A travers le coton de son T-shirt trempé, je devine les courbes
de ses seins. Elle frissonne. J'attrape le bas du T-shirt, et le tire doucement
par dessus la tête de Cécile qui lève les bras pour
m'aider.
IX
Tandis qu'il fait à Cécile une démonstration
de son nouvel autoradio (douze haut-parleurs et cinq amplis), je vais chercher
à boire dans la cuisine. J'y surprends Nöel et Lisa, enlacés
près de la fenêtre et parlant à voix basse. Ils ne
m'ont pas entendu arriver ; je fais demi-tour et m'éloigne sur la
pointe des pieds, à la fois troublé et heureux de l'harmonie
manifeste qui règne entre eux. Je rejoins Cécile et Philippe.

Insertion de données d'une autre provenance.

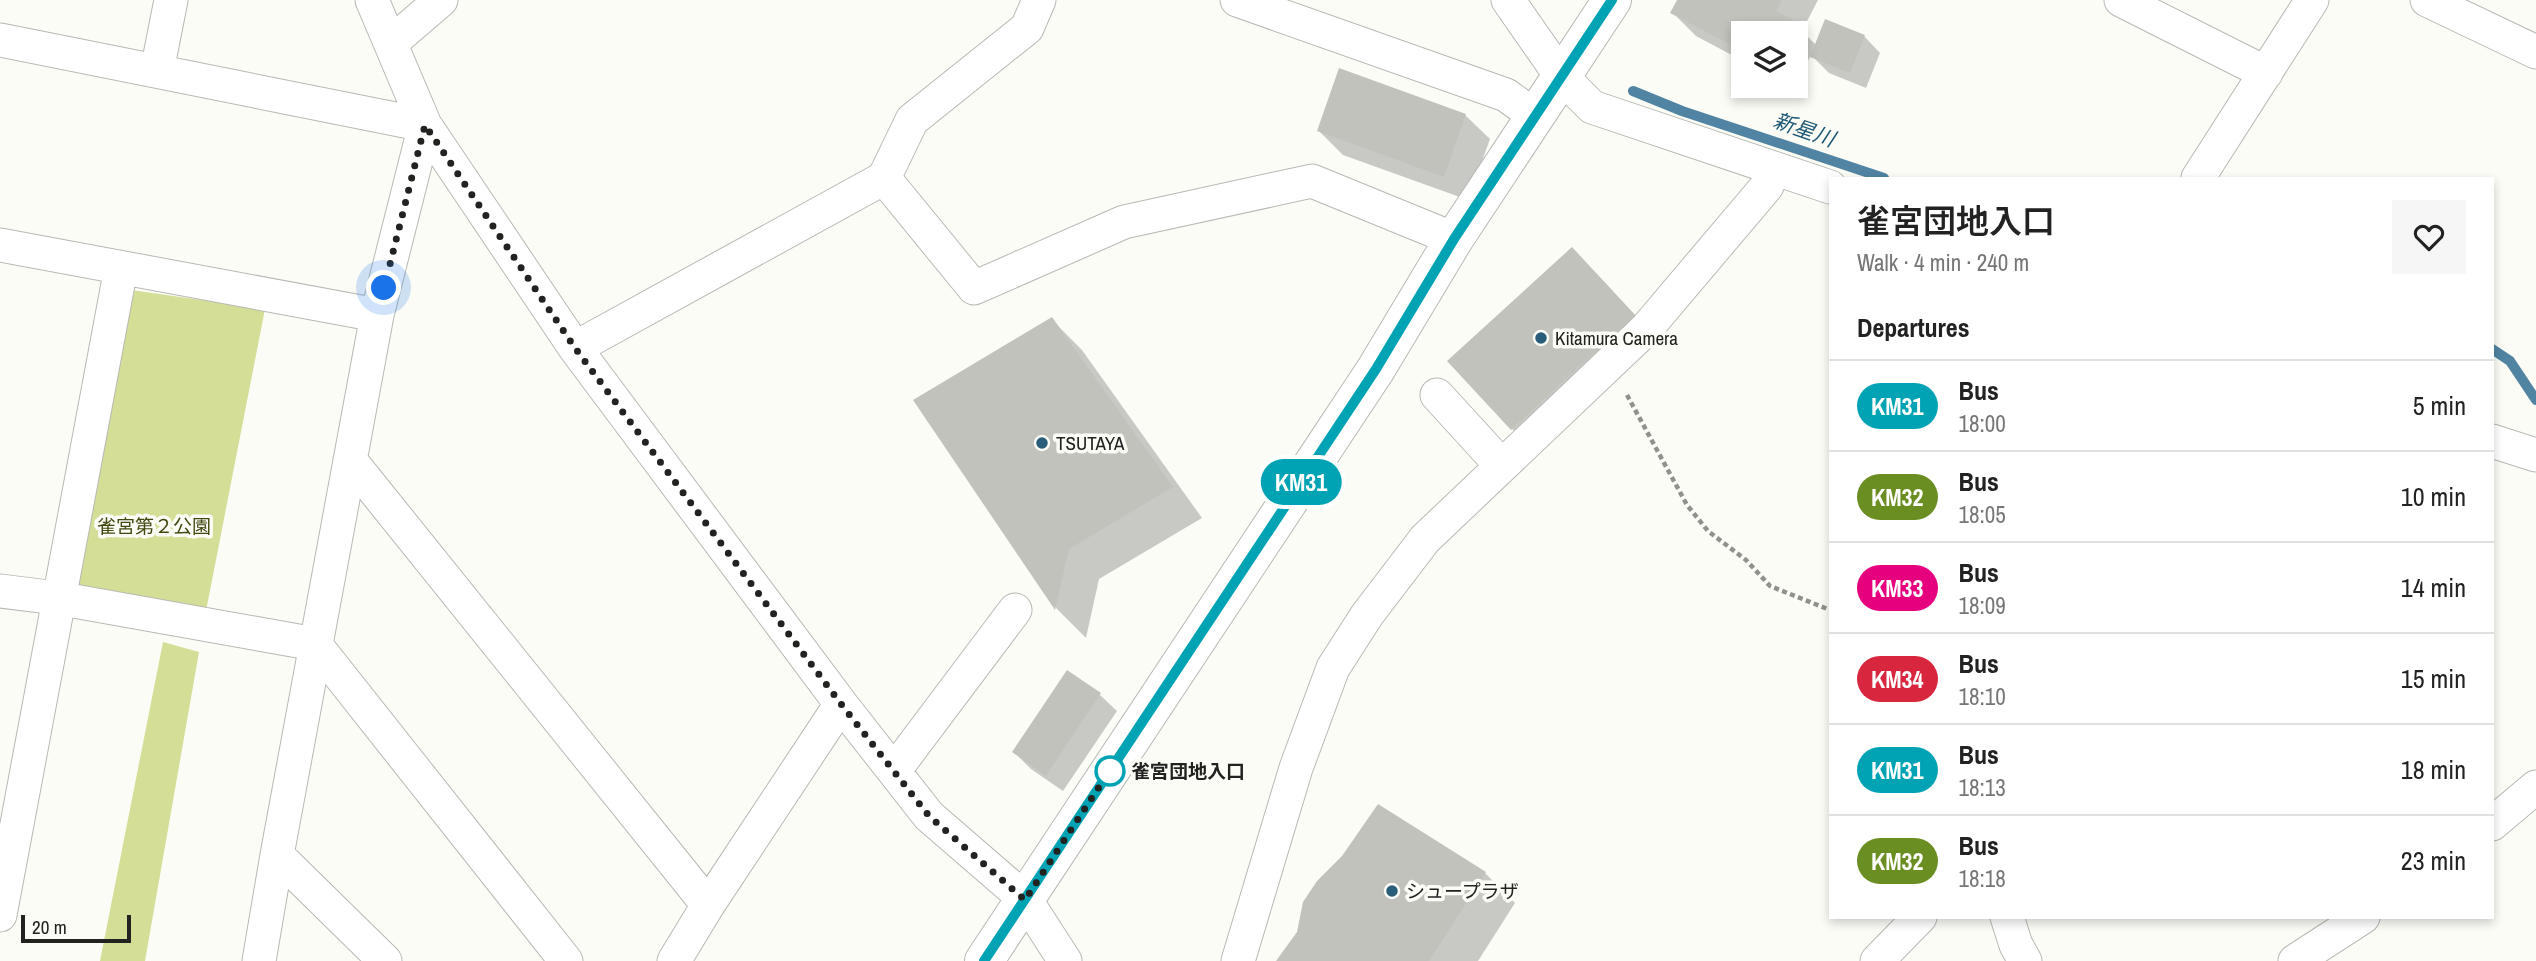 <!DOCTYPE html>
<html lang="en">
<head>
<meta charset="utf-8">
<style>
	body { margin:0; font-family:"Archivo Narrow","Noto Sans JP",sans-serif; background:#f6f6f6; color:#222; height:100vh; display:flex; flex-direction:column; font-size:26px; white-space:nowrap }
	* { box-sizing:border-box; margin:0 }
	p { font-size:23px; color:#767676 }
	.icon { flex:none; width:38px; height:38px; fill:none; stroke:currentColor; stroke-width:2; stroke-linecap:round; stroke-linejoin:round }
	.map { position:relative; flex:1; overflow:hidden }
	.side { position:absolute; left:1829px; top:177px; width:665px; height:742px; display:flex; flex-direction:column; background:#fff; border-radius:0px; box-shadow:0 4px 10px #0003 }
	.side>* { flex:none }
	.badge { padding:0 14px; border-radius:23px; font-size:24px; line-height:46px }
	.buttons { position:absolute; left:1731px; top:21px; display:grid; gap:14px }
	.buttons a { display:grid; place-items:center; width:77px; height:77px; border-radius:0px; background:#fff; box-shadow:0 4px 10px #0003; font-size:35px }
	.scale { position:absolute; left:21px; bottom:18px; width:110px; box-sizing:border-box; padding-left:7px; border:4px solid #222220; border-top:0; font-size:19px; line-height:24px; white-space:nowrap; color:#222220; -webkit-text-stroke:5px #fbfcf6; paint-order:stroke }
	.you { position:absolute; width:35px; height:35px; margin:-18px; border:5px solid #fff; border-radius:50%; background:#1a73e8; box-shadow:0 0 0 10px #1a73e833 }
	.map>.badge { position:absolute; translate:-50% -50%; box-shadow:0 0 0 4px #fff }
	h2 { padding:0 28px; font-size:26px; line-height:63px }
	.round { display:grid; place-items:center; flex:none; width:74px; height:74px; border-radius:0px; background:#f6f6f6 }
	.headline { display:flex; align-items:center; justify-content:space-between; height:119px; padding:0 28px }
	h1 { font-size:33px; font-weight:600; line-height:52px }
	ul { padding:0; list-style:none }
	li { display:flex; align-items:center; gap:21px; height:91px; padding:0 28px; border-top:2px solid #e0e0e0 }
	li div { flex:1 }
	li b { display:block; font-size:26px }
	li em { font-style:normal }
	li .badge { min-width:77px; font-weight:700; text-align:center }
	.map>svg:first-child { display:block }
	.park { fill:#d5de97 }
	.shadow { fill:#0003 }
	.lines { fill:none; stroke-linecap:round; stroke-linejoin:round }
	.stream { stroke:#5084a2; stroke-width:10 }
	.building { fill:#c2c2bd }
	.street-casing { stroke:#b8b9b4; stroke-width:35 }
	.secondary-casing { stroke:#b8b9b4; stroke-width:40 }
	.path { stroke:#90908c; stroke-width:4.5; stroke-dasharray:5 3.5; stroke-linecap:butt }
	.street { stroke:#fff; stroke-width:33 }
	.secondary { stroke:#fff; stroke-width:38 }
	.line-casing { stroke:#fff; stroke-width:16 }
	.line { stroke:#00a3b4; stroke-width:10 }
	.walk { stroke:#222220; stroke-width:7; stroke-dasharray:0 12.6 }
	.poi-dot { fill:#295d79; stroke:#fbfcf6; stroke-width:2.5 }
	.stop-dot { fill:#fff; stroke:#00a3b4; stroke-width:3.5 }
	.labels { text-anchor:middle; stroke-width:7; stroke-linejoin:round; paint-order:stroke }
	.poi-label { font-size:19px; fill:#222220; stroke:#fbfcf6; text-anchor:start }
	.park-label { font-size:19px; fill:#434810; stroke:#fbfcf6 }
	.stop-label { font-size:19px; font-weight:bold; fill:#222220; stroke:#fbfcf6; text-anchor:start }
	.water-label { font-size:21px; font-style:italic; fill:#1e5775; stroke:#fbfcf6 }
</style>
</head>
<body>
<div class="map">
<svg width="2536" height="961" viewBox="0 0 2536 961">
	<rect width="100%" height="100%" fill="#fbfcf6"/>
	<path class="park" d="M131,290L265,309L206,611L73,585Z
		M163,642L199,652L145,961H100Z"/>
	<path class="shadow" d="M1679,0H1818L1802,31L1817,46L1864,36L1880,53L1866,88L1829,73L1811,55L1796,84V33H1743V61L1696,36L1672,12Z
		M1465,115L1490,139L1468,200L1343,155L1319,131Z
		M1596,273L1658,340L1536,453L1512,429Z
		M1052,320L1082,350L1202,518L1099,579L1086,638L1057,609L916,400Z
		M1068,673L1100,695L1117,711L1063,791L1031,769L1014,752Z
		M1485,873L1515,903L1478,961H1278L1298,933Z"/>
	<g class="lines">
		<path class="stream" d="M1633,91L1682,111L1884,178
			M2492,349L2510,361L2536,400"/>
	</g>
	<path class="building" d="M1677,0H1782L1776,11L1793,20L1786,33H1743V51L1670,13Z
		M1825,19L1865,35L1850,73L1810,57Z
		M1339,68L1466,114L1444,177L1317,131Z
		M1572,247L1635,315L1511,430L1447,361Z
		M1052,317L1173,487L1069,549L1055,610L913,400Z
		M1067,670L1101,693L1046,776L1012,752Z
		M1378,804L1486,872L1429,961H1276L1297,932L1303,902L1317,881L1342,856Z"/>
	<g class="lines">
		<defs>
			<path id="street" d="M372,0L425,125L575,348L841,704L929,816L1025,899L1065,961
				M1039,0L1027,28L912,120L884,178L974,288L1124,222L1312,181L1454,239
				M1237,0L1506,95L1535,116
				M1508,0L1561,76L1592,107L1830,187
				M2121,0L2266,73
				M2427,0L2536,52
				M0,40L425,125
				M391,43L441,0
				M157,71L171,0
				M2198,178L2312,0
				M0,245L377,315
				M575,348L884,178
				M1437,395L1501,465
				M2492,441L2536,455
				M350,460L708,905
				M0,591L57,598L315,644L566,961
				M894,771L1015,610
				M2492,824L2536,787
				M277,855L385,961
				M0,915L121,268
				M2007,917L2016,945L2025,961
				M259,961L277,855L377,315L425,125
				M674,961L708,905L841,704
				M1238,961L1296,768L1333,668L1367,615L1425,539L1646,329L1767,186L1772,170
				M1877,961L1920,917
				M2295,961L2363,917"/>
			<path id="secondary" d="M984,961L1376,369L1454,239L1612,0"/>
		</defs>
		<use href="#street" class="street-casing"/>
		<use href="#secondary" class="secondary-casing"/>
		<path class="path" d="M1627,395L1687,505L1708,531L1746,560L1770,586L1830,610"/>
		<use href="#street" class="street"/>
		<use href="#secondary" class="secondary"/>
	</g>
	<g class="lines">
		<defs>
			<path id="line" d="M984,961L1376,369L1454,239L1612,0"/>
		</defs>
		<use href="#line" class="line-casing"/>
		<use href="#line" class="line"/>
		<path class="walk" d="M384,288L425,125L575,348L841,704L929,816L1025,900L1116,761L1110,771"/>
	</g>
	<g class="poi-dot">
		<circle cx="1541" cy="338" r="7"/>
		<circle cx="1042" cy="443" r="7"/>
		<circle cx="1392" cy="891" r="7"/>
	</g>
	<circle class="stop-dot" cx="1110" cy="771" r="14"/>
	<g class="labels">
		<g class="poi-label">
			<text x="1555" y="345">Kitamura Camera</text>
			<text x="1056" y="450">TSUTAYA</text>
			<text x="1406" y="898">シュープラザ</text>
		</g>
		<g class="park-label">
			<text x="154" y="533">雀宮第２公園</text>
		</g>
		<g class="stop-label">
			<text x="1131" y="778">雀宮団地入口</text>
		</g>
		<g class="water-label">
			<text transform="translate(1804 130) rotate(19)" y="7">新星川</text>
		</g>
	</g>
</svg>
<div class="buttons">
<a><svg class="icon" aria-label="layers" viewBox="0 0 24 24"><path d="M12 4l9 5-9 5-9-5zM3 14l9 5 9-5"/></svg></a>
</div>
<div class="scale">20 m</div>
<div class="you" style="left:384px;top:288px"></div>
<b class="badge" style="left:1301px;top:482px;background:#00a3b4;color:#fff">KM31</b>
<section class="side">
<div class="headline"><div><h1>雀宮団地入口</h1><p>Walk · 4 min · 240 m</p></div><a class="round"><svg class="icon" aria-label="heart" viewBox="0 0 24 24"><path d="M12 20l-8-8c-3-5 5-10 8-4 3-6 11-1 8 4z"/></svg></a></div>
<h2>Departures</h2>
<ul>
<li><span class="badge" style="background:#00a3b4;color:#fff">KM31</span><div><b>Bus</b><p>18:00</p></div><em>5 min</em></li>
<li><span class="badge" style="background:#6b8e23;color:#fff">KM32</span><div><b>Bus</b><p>18:05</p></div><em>10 min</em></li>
<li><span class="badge" style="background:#e6007e;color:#fff">KM33</span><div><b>Bus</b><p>18:09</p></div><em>14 min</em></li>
<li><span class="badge" style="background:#d7263d;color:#fff">KM34</span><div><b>Bus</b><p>18:10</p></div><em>15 min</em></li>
<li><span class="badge" style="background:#00a3b4;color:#fff">KM31</span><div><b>Bus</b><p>18:13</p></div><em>18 min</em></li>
<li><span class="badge" style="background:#6b8e23;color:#fff">KM32</span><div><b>Bus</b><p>18:18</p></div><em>23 min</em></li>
</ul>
</section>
</div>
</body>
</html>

Elle est accoudée au muret de pierre, le regard captivé par
un vol d'oiseaux, V souple et fluide qui glisse dans l'air du soir. Philippe
astique les jantes de son auto avec un mouchoir en papier.
X
Cécile pousse un panneau de bois et je découvre sa chambre. Le haut lit de bois ancien trône au centre du mur. Par la fenêtre ouverte nous entendons l'orage gronder au loin. Cécile se laisse tomber dans l'épaisseur de l'édredon, où elle disparaît presque. Je m'assieds près d'elle. Ses bras sont relevés derrière sa tête, elle me regarde avec le même sourire que l'autre jour dans la cuisine. Du pouce et de l'index j'ouvre le bouton de son jean. Elle se relève, va chercher dans une armoire un pot de miel qu'elle pose sur la table de nuit, en me regardant d'un air gourmant. Elle se recouche, et je finis de lui retirer son jean. Le reste ne vous regarde pas.
Au dehors, la pluie est revenue, faisant tinter
les tuiles sous ses milliers de doigts liquides.